Multi-objective LQR with Optimum Weight Selection to Design FOPID Controllers for Delayed Fractional Order Processes

An optimal trade-off design for fractional order (FO)-PID controller is proposed in this paper with a Linear Quadratic Regulator (LQR) based technique using two conflicting time domain control objectives. The deviation of the state trajectories and control signal are automatically enforced by the LQR. A class of delayed FO systems with single non-integer order element has been controlled here which exhibit both sluggish and oscillatory open loop responses. The FO time delay processes are controlled within a multi-objective optimization (MOO) formulation of LQR based FOPID design. The time delays in the FO models are handled by two analytical formulations of designing optimal quadratic regulator for delayed systems. A comparison is made between the two approaches of LQR design for the stabilization of time-delay systems in the context of FOPID controller tuning.
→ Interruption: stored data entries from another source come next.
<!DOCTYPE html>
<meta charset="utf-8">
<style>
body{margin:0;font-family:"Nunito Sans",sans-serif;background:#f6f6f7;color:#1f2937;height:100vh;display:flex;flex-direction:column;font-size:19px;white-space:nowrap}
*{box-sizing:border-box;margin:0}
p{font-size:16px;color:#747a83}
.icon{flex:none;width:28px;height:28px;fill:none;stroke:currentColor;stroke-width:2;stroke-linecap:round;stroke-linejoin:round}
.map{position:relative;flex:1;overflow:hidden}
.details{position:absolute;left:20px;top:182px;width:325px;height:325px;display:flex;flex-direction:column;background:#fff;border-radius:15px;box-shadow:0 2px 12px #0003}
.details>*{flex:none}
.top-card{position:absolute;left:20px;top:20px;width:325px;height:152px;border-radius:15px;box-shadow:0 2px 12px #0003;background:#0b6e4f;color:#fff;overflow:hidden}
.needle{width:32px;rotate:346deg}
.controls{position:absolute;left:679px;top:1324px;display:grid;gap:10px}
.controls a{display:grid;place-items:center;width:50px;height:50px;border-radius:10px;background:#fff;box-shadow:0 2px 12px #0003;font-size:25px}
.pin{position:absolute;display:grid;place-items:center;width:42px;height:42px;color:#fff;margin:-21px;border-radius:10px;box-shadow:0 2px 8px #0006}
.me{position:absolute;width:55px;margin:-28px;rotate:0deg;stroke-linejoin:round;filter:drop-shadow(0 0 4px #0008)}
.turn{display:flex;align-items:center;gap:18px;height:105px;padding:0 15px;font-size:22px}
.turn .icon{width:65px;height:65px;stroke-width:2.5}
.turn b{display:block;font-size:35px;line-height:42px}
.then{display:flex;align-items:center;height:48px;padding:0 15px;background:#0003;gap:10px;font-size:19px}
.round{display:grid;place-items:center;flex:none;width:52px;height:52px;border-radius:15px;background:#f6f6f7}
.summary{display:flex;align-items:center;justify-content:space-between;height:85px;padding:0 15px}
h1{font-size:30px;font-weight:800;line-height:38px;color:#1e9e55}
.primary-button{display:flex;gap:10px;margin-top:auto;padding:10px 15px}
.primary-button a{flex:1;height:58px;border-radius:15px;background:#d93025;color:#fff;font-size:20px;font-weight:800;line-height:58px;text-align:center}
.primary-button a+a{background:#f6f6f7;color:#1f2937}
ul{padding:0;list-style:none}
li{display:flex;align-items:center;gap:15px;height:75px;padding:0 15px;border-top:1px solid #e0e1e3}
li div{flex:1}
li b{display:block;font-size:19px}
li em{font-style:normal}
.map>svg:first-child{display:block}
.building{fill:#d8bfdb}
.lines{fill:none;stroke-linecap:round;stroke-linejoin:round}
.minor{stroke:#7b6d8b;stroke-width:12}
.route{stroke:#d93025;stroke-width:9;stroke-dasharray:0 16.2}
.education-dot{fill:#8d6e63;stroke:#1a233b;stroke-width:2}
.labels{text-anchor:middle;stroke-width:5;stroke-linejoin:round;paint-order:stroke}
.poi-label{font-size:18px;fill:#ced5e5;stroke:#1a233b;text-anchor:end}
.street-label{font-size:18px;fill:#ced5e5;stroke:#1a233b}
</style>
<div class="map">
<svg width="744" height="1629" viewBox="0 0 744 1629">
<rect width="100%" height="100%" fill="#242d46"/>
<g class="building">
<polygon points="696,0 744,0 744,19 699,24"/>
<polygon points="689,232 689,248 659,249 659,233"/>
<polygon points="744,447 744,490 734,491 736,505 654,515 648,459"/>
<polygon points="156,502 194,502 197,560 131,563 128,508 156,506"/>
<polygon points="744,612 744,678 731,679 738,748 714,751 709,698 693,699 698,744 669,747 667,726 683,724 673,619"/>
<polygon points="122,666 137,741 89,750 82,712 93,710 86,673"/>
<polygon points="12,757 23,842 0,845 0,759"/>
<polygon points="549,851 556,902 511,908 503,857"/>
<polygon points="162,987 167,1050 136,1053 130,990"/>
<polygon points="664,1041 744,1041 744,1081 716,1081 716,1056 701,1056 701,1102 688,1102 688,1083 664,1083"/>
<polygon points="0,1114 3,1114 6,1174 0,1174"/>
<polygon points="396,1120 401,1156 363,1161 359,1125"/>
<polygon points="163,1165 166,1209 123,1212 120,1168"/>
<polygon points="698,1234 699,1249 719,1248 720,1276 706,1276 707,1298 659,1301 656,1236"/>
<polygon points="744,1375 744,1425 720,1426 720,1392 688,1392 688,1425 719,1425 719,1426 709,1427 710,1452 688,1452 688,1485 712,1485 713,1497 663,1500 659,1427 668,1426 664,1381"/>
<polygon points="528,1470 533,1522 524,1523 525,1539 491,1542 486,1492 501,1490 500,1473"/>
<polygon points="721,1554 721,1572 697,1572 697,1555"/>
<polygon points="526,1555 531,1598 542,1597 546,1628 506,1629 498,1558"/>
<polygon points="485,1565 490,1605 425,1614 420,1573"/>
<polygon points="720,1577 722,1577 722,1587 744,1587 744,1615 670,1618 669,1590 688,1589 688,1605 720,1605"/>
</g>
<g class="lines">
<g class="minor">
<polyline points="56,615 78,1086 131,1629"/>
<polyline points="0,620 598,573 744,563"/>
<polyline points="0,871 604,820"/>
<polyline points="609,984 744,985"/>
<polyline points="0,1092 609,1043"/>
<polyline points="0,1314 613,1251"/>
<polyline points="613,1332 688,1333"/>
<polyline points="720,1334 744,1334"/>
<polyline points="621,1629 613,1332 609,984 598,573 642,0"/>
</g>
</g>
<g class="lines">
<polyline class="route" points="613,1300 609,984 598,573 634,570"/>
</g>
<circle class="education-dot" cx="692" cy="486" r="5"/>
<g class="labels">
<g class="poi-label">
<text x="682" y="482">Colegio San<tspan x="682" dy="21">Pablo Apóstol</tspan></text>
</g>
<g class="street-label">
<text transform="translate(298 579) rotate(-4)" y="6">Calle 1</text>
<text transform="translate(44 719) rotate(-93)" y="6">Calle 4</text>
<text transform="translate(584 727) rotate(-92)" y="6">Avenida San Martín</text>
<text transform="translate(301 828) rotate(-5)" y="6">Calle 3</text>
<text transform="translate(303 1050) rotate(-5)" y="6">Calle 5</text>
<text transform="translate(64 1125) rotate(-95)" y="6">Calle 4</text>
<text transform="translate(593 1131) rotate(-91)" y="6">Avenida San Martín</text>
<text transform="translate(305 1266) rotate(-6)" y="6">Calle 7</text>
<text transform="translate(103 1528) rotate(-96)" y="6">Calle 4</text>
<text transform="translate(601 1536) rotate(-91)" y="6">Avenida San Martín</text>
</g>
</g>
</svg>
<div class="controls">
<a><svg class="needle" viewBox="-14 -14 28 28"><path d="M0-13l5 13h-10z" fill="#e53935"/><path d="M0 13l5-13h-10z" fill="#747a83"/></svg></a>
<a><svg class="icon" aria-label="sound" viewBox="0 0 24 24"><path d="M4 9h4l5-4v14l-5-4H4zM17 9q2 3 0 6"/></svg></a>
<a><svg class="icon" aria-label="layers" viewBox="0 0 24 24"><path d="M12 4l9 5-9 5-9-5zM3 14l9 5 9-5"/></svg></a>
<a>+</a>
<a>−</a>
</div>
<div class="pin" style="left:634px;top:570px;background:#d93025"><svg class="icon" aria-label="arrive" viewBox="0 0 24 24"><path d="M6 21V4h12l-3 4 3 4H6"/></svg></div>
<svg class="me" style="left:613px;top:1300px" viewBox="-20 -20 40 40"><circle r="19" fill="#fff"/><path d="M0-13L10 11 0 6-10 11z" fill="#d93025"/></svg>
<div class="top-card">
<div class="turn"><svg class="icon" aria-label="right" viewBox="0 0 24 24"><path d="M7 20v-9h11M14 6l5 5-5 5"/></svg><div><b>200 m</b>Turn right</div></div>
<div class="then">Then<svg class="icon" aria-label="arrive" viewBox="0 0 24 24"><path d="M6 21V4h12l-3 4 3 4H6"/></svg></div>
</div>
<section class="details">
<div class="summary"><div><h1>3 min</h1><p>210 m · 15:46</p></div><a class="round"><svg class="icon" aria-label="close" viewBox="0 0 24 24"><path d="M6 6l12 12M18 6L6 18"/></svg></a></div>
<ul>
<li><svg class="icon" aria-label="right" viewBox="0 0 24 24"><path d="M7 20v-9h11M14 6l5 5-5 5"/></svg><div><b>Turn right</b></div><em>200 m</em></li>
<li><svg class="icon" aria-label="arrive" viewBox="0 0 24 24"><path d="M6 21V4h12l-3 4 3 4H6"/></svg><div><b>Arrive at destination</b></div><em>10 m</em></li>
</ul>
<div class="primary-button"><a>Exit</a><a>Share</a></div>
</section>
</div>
The MOO control design methodology yields the Pareto optimal trade-off solutions between the tracking performance for unit set-point change and total variation (TV) of the control signal. Numerical simulations are provided to compare the merits of the two delay handling techniques in the multi-objective LQR-FOPID design, while also showing the capability of load disturbance suppression using these optimal controllers. Tuning rules are then formed for the optimal LQR-FOPID controller knobs, using the median of the non-dominated Pareto solution to handle delays FO processes.